Masturbation is different for asexuals than it is for other people, but some research shows that more than half of them make time for self-pleasure at least once a month. However, they don’t fantasize about other people in the same way that non-ace people do. 

It’s hard to make any statements that apply to all asexuals, but for the most part, asexual masturbation isn’t about imagining themselves having sex with someone else. In fact, many asexuals don’t fantasize at all when they masturbate and do it as an act of self-love or in response to arousal. 

This arousal can be random, come from a fetish, or even from watching porn and being turned on by the act of sex. The difference is that the idea of sex or a certain sexual trigger can be arousing to them, but not the idea of them participating in sex. Whereas a non-ace person typically imagines themselves having sex with a pornstar or other person, that kind of sexual fantasy doesn’t appeal to an ace person. 

Still, it’s critical to note that none of this applies to every ace person. Each person has a unique sexuality that can’t be jammed into a perfect-fitting label, so it’s best not to make any assumptions. 

Misconceptions, Myths, and Awkward Questions

For non-ace people, the idea of asexuality can be mind-blowing. Here are a few common myths and misconceptions that can help you better understand the ace people in your life without asking invasive questions. 

Fair warning, though, for most of the questions, the answer is yes and no. 

Do Asexuals Have a Sexuality?

This is a tricky question. Some don’t consider themselves to have a sexuality and some do. For academic purposes, we treat it as a sexuality, but if an ace person says they don’t have a sexuality, they don’t. 

Are Ace People Queer or LBGTQ+?

Some asexuals identify as queer or LBGTQ+, but some don’t. There are so many shades of asexuality that some ace people feel like they fit those labels. Romantic asexuals, for example, can be homoromantic, panromantic, heteroromantic, biromantic, or other. 

Do Asexuals Have Sex?

Asexuals might have sex to experiment, please their partner, because they feel pressured, or simply because it feels good.

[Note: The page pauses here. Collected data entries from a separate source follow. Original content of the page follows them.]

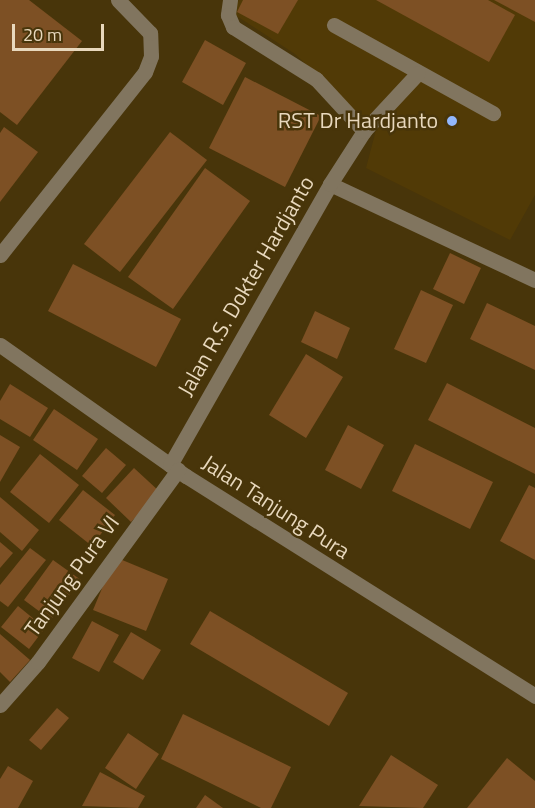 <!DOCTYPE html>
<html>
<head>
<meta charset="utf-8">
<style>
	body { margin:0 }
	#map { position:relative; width:535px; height:808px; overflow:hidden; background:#48350a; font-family:"Titillium Web",sans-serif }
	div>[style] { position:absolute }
	.built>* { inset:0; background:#513a06 }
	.building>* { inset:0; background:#7d5024 }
	.minor>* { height:15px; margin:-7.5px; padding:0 7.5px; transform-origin:7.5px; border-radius:7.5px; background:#81755f }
	.dots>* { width:16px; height:16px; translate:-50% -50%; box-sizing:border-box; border:3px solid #48350a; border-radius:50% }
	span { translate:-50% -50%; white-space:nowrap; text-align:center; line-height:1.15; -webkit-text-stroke:5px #48350a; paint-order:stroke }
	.poi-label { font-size:22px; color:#e8d8bd }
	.right { translate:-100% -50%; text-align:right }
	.street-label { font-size:22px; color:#e8d8bd }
	.scale { position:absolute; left:12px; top:24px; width:92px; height:27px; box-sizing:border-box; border:3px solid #e8d8bd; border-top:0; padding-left:8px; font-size:18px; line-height:21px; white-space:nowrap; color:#e8d8bd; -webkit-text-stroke:4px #48350a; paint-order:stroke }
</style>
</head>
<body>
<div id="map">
	<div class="built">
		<i style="clip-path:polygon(239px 0,535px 0,535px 195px,510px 240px,366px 168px,376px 130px,295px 54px,232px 13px)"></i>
	</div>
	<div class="building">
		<i style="clip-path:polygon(0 0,29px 0,82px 41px,17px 125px,0 112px)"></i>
		<i style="clip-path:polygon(243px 0,298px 0,278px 34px,237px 12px)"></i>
		<i style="clip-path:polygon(376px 0,488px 0,515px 15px,489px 62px)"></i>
		<i style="clip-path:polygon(494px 0,535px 0,535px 22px)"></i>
		<i style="clip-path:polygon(205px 40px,246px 63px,223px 105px,182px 82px)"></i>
		<i style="clip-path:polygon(245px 77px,321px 116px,285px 187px,209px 148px)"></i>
		<i style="clip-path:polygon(4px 127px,38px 152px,0 202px,0 133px)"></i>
		<i style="clip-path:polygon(170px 132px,207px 160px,120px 272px,84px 244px)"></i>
		<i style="clip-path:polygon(205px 168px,250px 201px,173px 309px,128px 277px)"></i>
		<i style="clip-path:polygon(450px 253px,481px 268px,464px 304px,433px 289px)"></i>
		<i style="clip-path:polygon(73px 264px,181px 319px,156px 367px,48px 311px)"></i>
		<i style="clip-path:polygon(421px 290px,453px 305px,426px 363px,394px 349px)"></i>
		<i style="clip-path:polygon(487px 303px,535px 326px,535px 370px,470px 339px)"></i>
		<i style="clip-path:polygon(315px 311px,350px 328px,337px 359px,301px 342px)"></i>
		<i style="clip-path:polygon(306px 354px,343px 377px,306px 438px,269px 415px)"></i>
		<i style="clip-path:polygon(447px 383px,535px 428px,535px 474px,428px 420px)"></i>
		<i style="clip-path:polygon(10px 384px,48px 408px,30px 437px,0 419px,0 401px)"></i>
		<i style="clip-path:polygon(54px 409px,98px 439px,77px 470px,33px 440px)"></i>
		<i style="clip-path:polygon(348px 425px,384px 445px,361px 489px,325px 470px)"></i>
		<i style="clip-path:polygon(0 435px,20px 447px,0 482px)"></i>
		<i style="clip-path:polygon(415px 444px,493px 482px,470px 529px,392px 491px)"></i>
		<i style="clip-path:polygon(106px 448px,126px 465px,102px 493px,82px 476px)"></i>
		<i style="clip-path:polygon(40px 454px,79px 485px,49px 523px,10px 492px)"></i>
		<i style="clip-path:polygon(134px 468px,160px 492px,131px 522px,106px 498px)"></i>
		<i style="clip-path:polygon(529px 485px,535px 488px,535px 560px,500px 541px)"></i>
		<i style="clip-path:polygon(83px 490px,115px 515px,92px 546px,59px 520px)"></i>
		<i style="clip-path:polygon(0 497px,39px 530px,22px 551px,0 532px)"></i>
		<i style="clip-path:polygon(0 542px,13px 553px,0 568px)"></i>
		<i style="clip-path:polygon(30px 548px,46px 560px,8px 607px,0 601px,0 585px)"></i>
		<i style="clip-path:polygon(115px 557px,168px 579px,146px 631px,93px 610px)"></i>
		<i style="clip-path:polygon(53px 560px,81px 580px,51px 620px,24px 600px)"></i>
		<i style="clip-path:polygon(18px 606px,45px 628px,29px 649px,1px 627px)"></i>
		<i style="clip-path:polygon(210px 611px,348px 693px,329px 726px,190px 644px)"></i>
		<i style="clip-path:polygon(92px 621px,119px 635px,99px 672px,72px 658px)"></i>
		<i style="clip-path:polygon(131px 632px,161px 650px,143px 680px,113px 662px)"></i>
		<i style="clip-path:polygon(0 634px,30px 660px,10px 682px,0 672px)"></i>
		<i style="clip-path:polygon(57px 708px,69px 718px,41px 750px,29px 740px)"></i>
		<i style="clip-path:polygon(183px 714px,291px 767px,271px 808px,261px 808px,161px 759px)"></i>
		<i style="clip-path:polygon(128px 733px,159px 754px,136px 789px,105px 768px)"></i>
		<i style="clip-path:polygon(391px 755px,438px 785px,423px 808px,359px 806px)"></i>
		<i style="clip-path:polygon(507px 758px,535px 781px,535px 808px,467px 808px)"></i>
		<i style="clip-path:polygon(8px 766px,33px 781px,18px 808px,0 808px,0 779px)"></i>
		<i style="clip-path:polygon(100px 772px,145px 796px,138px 808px,82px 806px)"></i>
		<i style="clip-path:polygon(205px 795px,223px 808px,196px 808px)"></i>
	</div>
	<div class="minor">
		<i style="left:230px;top:0;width:15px;rotate:98deg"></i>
		<i style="left:228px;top:15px;width:13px;rotate:67deg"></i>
		<i style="left:233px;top:27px;width:98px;rotate:32.1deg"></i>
		<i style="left:316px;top:79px;width:71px;rotate:47.3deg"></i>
		<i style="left:334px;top:25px;width:182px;rotate:29deg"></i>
		<i style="left:330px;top:184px;width:226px;rotate:25.1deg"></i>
		<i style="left:0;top:255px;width:233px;rotate:-51.6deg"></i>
		<i style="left:145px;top:72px;width:17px;rotate:-69deg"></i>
		<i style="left:151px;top:56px;width:23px;rotate:-92deg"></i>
		<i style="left:150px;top:33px;width:46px;rotate:-134.1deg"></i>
		<i style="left:0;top:345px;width:228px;rotate:35.2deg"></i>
		<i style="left:186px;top:476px;width:413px;rotate:32.2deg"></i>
		<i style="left:170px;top:465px;width:323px;rotate:-60.3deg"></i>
		<i style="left:330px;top:184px;width:63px;rotate:-57.3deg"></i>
		<i style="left:364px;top:131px;width:79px;rotate:-47deg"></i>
		<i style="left:0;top:705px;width:57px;rotate:-48.5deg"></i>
		<i style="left:38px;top:662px;width:238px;rotate:-53.9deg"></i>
	</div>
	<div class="dots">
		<i style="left:452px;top:121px;background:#92b7fd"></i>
	</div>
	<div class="poi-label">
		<span class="right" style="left:438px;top:121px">RST Dr Hardjanto</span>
	</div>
	<div class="street-label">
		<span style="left:246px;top:286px;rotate:-60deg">Jalan R.S. Dokter Hardjanto</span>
		<span style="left:276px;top:507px;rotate:33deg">Jalan Tanjung Pura</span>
		<span style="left:72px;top:576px;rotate:-54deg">Tanjung Pura VI</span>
	</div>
	<div class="scale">20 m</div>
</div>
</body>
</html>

An asexual person doesn’t experience attraction to human sex organs or bodies, but they can still experience sexual pleasure in whatever way is comfortable for them. 

Do Asexuals Have Libido? 

Many asexuals do have libido and will feel the urge to meet their sexual needs either randomly or in response to certain stimuli. The desire that often leads to libido just doesn’t come from the appearance of other people. 

Things to Remember

Asexuality can seem bizarre to non-ace people, but in principle, it’s not so different than other forms of human sexuality. Ace people don’t choose to be ace - they’re born with their sexuality like we all are. 

However, ace people are surrounded by a culture obsessed with partnered sex and human attraction that they can’t relate to. This can make them feel isolated, insecure, or unwilling to share their sexuality with others, but it doesn’t make them any less human. 

It’s important to recognize their perspective and to understand that sex is a human aspect we all experience differently - or in some cases, not at all.